My big problem with listening to books is that it puts me to sleep. Yup. If I need a soporific, just hand me some headphones and a cd player and I'll be out of it in thirty minutes. Better than Benadryl, Tylenol PM or Ambien! It's one of the reasons I'm kinda scared to listen to these things in the car, like my sister does when she drives from NC to OH. Of course maybe if I was doing something else at the same time, I wouldn't fall asleep. But what happens is I start to doze off, wake up a bit, and then doze off again and end up having to re-listen to the part I dozed over or I'm clueless. And that's ok, truly it is, because I like being read to.

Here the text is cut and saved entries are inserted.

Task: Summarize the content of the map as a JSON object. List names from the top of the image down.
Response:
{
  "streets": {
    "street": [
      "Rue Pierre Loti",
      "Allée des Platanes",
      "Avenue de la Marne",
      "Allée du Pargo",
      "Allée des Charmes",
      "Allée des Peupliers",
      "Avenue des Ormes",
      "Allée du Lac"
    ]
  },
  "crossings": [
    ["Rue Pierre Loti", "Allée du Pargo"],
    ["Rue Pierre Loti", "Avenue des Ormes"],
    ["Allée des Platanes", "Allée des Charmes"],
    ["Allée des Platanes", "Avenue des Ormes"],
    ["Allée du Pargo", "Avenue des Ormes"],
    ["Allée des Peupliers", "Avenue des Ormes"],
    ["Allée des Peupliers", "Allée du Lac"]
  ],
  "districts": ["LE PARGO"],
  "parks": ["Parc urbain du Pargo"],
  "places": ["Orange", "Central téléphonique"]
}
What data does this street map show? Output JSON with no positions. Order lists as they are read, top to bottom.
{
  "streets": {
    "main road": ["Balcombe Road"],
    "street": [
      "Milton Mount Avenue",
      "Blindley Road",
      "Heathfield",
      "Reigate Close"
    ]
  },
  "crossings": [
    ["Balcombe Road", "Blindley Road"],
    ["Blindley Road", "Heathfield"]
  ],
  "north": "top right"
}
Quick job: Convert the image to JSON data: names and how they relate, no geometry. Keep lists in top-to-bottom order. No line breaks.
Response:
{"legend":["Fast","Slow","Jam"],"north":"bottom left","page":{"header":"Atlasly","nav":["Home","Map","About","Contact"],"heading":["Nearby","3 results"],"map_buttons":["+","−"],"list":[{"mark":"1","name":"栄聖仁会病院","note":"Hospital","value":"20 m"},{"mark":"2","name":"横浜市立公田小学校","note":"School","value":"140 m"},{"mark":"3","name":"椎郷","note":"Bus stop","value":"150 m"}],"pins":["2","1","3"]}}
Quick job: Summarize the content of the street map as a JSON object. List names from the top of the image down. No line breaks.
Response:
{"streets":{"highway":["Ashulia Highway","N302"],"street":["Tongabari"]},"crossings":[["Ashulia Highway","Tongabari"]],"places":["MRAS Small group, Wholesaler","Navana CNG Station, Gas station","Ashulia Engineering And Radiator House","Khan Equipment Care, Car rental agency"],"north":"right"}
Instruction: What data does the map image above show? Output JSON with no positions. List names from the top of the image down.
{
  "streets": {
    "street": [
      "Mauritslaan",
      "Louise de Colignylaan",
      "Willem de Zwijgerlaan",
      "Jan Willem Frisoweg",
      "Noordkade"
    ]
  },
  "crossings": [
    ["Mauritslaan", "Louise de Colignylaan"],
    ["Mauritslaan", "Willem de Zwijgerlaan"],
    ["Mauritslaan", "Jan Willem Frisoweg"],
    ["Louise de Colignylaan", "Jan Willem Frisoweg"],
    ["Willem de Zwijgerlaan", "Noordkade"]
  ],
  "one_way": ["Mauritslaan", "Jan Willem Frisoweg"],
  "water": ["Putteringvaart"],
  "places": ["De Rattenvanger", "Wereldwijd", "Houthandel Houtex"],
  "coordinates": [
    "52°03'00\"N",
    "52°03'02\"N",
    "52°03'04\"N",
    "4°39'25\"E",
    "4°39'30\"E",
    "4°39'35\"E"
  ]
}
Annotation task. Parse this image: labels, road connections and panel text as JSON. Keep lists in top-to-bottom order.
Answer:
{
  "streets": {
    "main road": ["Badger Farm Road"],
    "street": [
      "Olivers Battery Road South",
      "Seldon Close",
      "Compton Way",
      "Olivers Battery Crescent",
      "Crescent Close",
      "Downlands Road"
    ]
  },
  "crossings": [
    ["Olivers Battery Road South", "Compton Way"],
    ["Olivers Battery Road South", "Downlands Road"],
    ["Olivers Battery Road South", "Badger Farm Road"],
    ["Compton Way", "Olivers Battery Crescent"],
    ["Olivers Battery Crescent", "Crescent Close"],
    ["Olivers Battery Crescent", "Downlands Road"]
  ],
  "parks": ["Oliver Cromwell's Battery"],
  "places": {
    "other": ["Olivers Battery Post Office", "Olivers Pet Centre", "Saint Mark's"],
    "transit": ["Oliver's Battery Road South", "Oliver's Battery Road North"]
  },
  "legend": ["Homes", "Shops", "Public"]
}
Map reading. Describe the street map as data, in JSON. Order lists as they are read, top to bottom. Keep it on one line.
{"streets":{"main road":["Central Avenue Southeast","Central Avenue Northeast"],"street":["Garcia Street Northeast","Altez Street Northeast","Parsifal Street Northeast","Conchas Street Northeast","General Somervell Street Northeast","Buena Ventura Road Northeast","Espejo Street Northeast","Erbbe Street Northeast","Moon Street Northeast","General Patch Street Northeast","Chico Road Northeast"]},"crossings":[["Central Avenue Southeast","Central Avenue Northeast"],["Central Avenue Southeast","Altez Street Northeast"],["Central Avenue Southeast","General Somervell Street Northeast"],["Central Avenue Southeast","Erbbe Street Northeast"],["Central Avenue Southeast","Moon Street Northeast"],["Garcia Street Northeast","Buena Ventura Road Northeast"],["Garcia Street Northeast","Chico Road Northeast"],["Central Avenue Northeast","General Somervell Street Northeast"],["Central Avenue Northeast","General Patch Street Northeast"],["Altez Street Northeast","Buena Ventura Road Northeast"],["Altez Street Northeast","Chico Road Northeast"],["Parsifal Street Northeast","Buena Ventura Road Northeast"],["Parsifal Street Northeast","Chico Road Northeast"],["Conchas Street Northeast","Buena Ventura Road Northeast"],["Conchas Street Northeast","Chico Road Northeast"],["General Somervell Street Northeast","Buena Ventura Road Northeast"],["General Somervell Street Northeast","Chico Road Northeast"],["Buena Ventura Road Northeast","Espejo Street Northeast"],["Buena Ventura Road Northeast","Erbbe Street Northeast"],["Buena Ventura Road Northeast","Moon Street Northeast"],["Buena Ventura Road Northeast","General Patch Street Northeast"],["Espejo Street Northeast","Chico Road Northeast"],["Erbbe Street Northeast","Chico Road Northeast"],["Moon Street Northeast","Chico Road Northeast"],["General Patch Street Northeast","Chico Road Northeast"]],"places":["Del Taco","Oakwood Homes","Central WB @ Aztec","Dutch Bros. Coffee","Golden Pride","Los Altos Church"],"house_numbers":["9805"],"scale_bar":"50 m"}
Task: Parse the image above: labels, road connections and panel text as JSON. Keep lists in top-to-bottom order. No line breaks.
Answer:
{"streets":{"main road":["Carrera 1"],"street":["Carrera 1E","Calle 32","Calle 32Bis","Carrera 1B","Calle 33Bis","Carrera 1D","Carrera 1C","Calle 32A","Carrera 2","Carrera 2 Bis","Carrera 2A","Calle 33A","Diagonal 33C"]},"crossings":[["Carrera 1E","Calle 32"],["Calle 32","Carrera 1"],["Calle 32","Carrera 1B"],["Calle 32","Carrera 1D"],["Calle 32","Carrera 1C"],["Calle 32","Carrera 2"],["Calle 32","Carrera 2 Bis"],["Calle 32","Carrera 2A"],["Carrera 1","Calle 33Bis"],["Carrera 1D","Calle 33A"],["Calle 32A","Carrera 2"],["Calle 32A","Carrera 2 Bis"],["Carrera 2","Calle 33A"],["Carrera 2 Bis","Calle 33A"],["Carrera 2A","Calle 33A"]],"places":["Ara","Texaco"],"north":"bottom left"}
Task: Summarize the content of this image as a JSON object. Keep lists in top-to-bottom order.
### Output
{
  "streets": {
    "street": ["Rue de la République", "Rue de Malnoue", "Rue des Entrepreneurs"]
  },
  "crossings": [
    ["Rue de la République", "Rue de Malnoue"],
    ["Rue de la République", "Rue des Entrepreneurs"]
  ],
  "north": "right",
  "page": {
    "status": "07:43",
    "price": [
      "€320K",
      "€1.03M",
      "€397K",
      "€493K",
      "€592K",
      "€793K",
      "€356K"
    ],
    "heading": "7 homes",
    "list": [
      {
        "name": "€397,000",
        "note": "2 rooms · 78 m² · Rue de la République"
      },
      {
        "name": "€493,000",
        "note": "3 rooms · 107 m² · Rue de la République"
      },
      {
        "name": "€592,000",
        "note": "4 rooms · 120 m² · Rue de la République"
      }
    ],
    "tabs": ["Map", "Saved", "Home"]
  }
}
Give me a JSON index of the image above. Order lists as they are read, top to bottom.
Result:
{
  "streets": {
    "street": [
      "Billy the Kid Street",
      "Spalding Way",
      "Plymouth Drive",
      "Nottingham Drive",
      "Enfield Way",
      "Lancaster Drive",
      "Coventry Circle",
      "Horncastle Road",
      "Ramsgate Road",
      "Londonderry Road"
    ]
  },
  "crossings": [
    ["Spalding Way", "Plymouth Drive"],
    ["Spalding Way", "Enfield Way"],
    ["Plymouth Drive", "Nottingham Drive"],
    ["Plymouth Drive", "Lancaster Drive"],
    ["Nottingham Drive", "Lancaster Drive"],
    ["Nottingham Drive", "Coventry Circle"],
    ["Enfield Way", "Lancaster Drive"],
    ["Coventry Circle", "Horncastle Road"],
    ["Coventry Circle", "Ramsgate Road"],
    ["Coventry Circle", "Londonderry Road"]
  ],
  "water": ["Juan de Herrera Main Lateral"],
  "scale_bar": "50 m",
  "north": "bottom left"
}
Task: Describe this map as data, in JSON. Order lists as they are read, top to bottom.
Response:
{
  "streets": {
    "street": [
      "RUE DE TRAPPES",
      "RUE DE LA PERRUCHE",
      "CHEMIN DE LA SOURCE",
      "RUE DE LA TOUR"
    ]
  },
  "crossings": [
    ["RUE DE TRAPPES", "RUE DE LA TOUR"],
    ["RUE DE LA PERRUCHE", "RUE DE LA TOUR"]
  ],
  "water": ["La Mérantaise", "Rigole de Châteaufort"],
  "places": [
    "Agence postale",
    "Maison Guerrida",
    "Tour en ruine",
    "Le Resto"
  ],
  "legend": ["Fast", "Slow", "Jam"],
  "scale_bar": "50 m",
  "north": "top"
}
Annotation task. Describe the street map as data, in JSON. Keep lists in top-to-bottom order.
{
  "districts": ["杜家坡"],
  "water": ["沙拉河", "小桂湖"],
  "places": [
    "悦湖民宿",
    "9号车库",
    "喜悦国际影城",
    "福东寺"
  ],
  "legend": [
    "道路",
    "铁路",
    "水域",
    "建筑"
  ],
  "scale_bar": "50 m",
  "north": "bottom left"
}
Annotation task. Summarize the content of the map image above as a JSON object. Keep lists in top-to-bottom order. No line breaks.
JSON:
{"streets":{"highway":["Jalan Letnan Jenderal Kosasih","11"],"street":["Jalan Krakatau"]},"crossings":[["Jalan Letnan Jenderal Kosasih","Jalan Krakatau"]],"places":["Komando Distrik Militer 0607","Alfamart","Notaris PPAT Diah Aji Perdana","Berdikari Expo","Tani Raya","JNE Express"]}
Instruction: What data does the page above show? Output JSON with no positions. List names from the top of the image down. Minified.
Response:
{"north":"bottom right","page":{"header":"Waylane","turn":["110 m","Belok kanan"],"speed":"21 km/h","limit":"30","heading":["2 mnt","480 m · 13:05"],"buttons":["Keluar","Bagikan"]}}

My Dad used to read to me when I was a kid. He did it because he liked it, first and foremost, but also because he insisted that we NOT have a TV. He believed that if we had one, I'd never learn how to read properly and to love books. My Mom worried that I would grow up culturally stunted and deprived from not seeing TV shows that my peers were watching, so it was perfectly OK for me to watch TV at other people's houses... Just not my own. Not even when we sublet a house with a TV in it for a year!

And, of course, I didn't mind a bit, because I was about the only kid I knew whose Dad spent an hour or so a day with them. It was a family thing. Mom would sit in the living room with us and do something like darn socks or sew on buttons or mend things, and Dad would read. I would act out all the parts, zipping around the living room.

But that's not what I meant to write about.

What I was wondering was if anyone else notices the phrases in a book more if they listen to it than if they read it? It seems that certain phrases pop out at me in this book. Is it Philip Kerr's writing, or John Lee's reading?

How is listening to a book different from reading it?

3 comments:

Roz Stendahl said...

Wendy, I loved hearing about how your father read to you as a child! (And I love the photo of you, him, and Birthday—what a face on that cat.)

I have trouble listening to books on tape too. I was listening to one while driving in Wisconsin. It was a famous dog writer, he also announces at Westminster Dog show, or did, anyway, a famous radio/announcer type person who loves dogs and writes about them and has a fabulous voice.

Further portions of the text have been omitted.